I raised my face to look at him. “Why have I never heard of this?” I asked. “I’d think Augvaldsness would be a place of pilgrimage for the whole north – for the English and the Franks as well.”
“We’ve been chary of the great Roman church here in Rogaland,” said Baard. “They keep throwing that Arian thing you touched on in our faces, when they notice us at all. We’d as soon not have them looking too closely at our ways. We’ve learned that when the Romans look for error, they generally find it, whether it’s there or not.”
“As an Irishman, I know what you mean,” I said.
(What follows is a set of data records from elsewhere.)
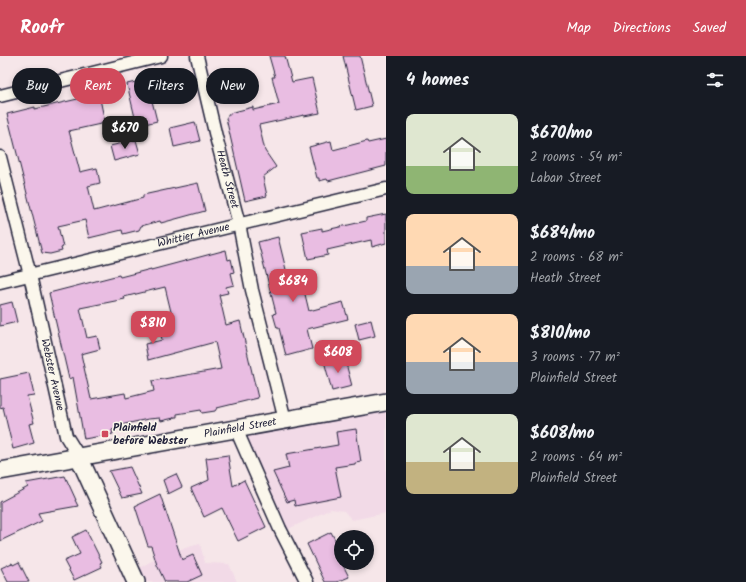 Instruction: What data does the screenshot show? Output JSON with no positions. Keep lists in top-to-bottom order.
{
  "streets": {
    "main road": ["Webster Avenue", "Plainfield Street"],
    "street": ["Heath Street", "Whittier Avenue"]
  },
  "crossings": [
    ["Heath Street", "Whittier Avenue"],
    ["Heath Street", "Plainfield Street"],
    ["Whittier Avenue", "Webster Avenue"],
    ["Webster Avenue", "Plainfield Street"]
  ],
  "places": {
    "transit": ["Plainfield before Webster"]
  },
  "page": {
    "header": "Roofr",
    "nav": ["Map", "Directions", "Saved"],
    "heading": "4 homes",
    "chip": [
      "Buy",
      "Rent",
      "Filters",
      "New"
    ],
    "list": [
      {
        "name": "$670/mo",
        "note": "2 rooms · 54 m² · Laban Street"
      },
      {
        "name": "$684/mo",
        "note": "2 rooms · 68 m² · Heath Street"
      },
      {
        "name": "$810/mo",
        "note": "3 rooms · 77 m² · Plainfield Street"
      },
      {
        "name": "$608/mo",
        "note": "2 rooms · 64 m² · Plainfield Street"
      }
    ],
    "price": [
      "$670",
      "$684",
      "$810",
      "$608"
    ]
  }
}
Baard slipped the cover back on the reliquary, and we went back out into the dark. You’d think that that revelation would be my chief memory of that night, but it pales in recollection, because of what followed.
As we stepped back through the entry and into the hall, a figure filled my view, dark against the light, haloed like a saint in some eastern icon. She sidestepped right to let me pass, and I stepped left to let her pass, and so we did that foolish dance you do in narrow places, each trying to make way for the other. At last we both stopped and laughed, and by now I could see her face.
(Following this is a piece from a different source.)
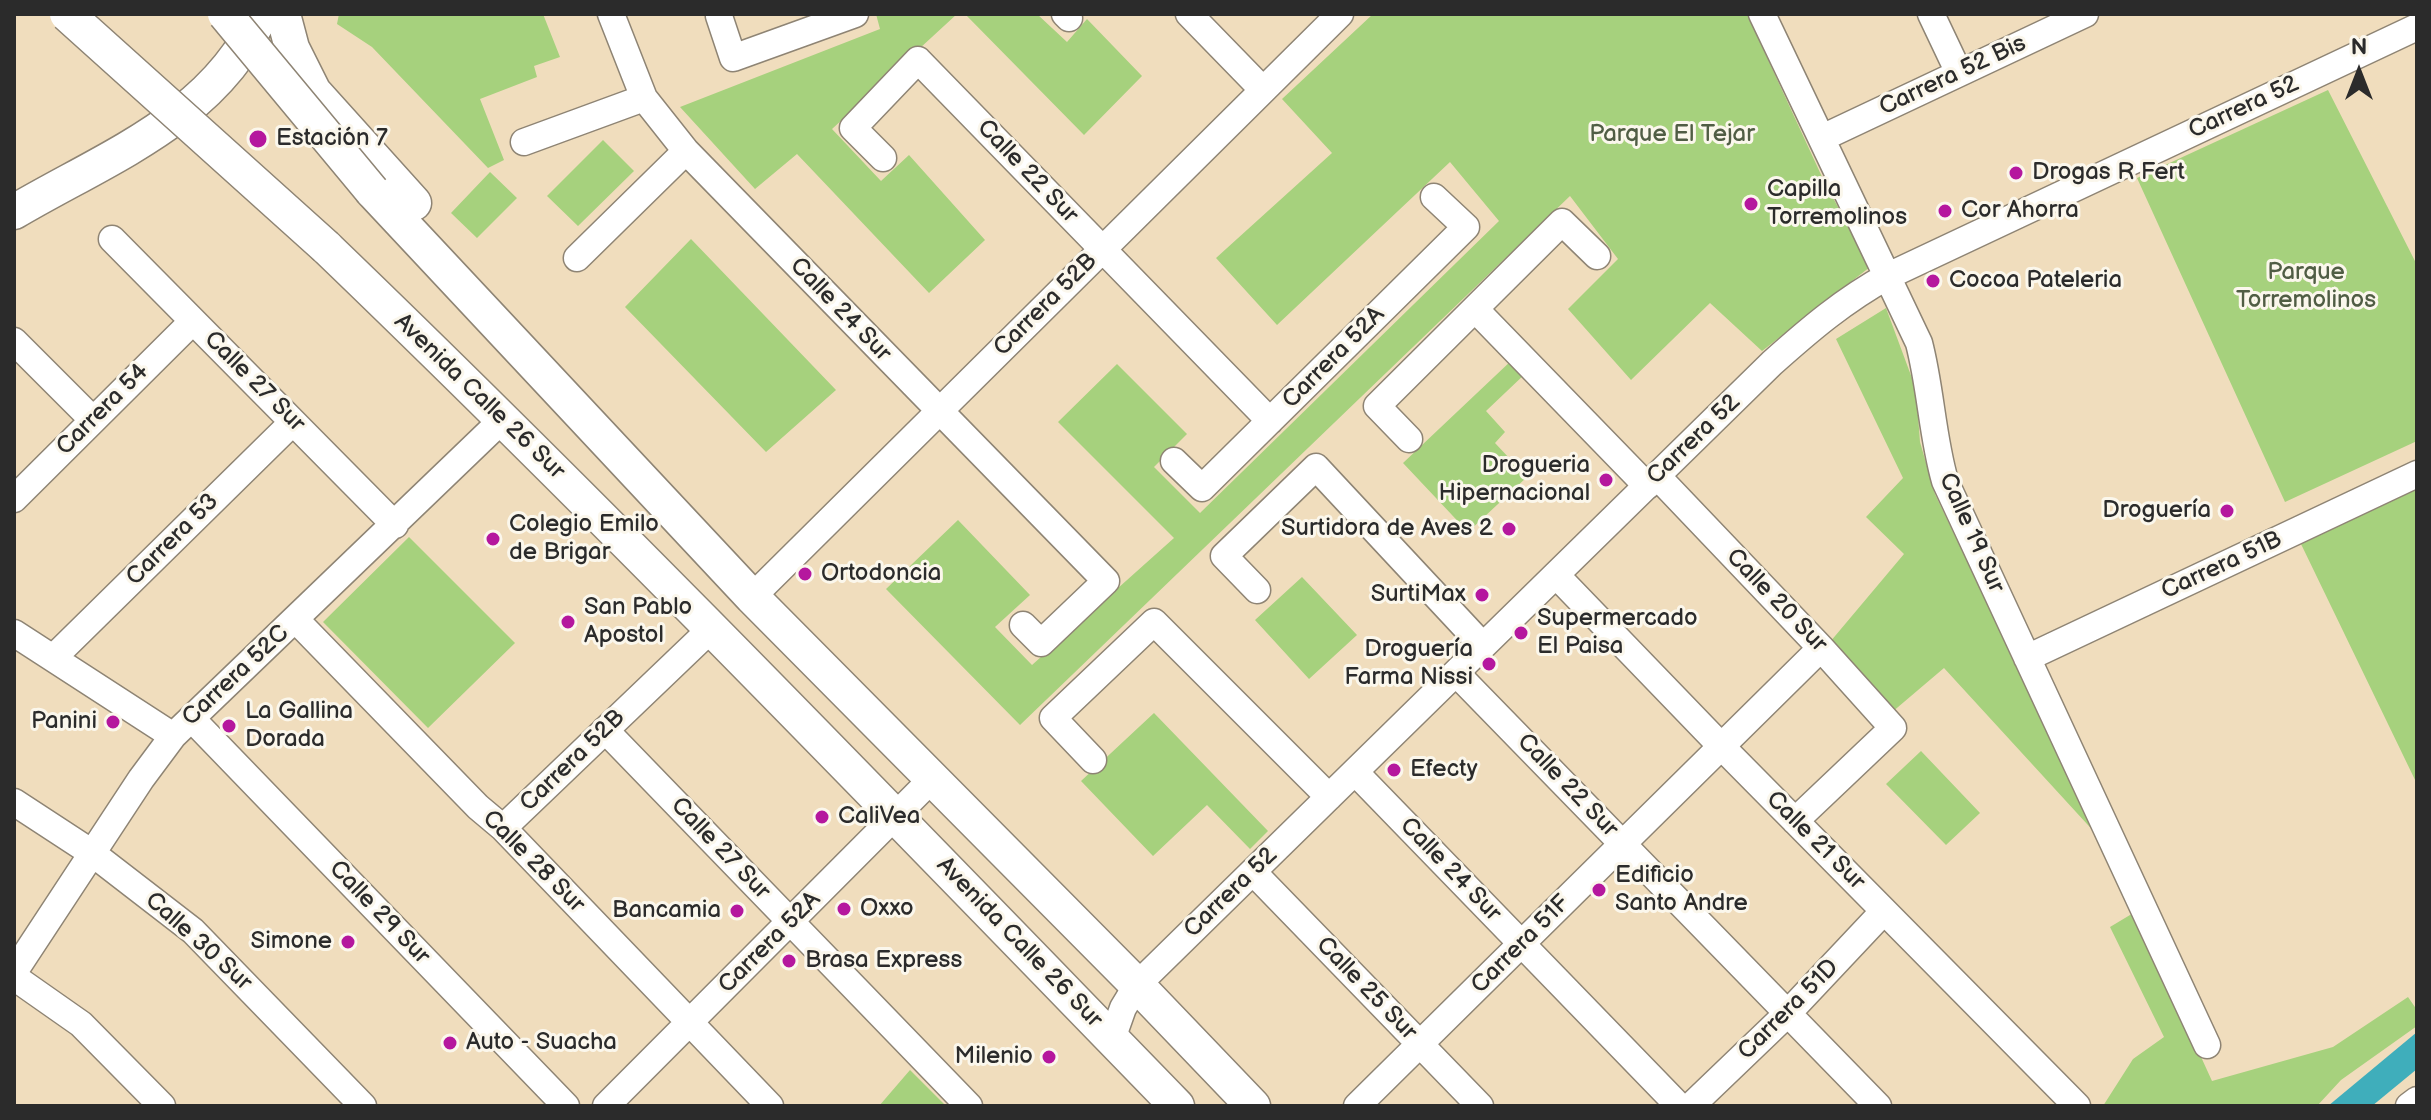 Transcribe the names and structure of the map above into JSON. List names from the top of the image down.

It was the loveliest face I’d ever seen on human head. She was woman in her full bloom, but slender. A few strands of hair that peeked from under her headcloth were light brown, and her eyes – those eyes! I see them even now – large and blue under dark brows slightly curved. Her face was longer than an oval, rather triangular in shape to make room for those great eyes, and her lips were full, but not to excess.
At that very moment I felt my stomach lurch, as if I’d stepped down a well in the dark.
I closed my eyes and shook my head, fearing I’d eaten something bad and was about to shame myself before this woman, through being sick. The feeling passed.
Then I looked back in her eyes, and my stomach went whump again.
I looked away. All was steady.
I looked back at her.
Whump.
I was lost for words to say, but Baard moved up from behind me and broke the moment.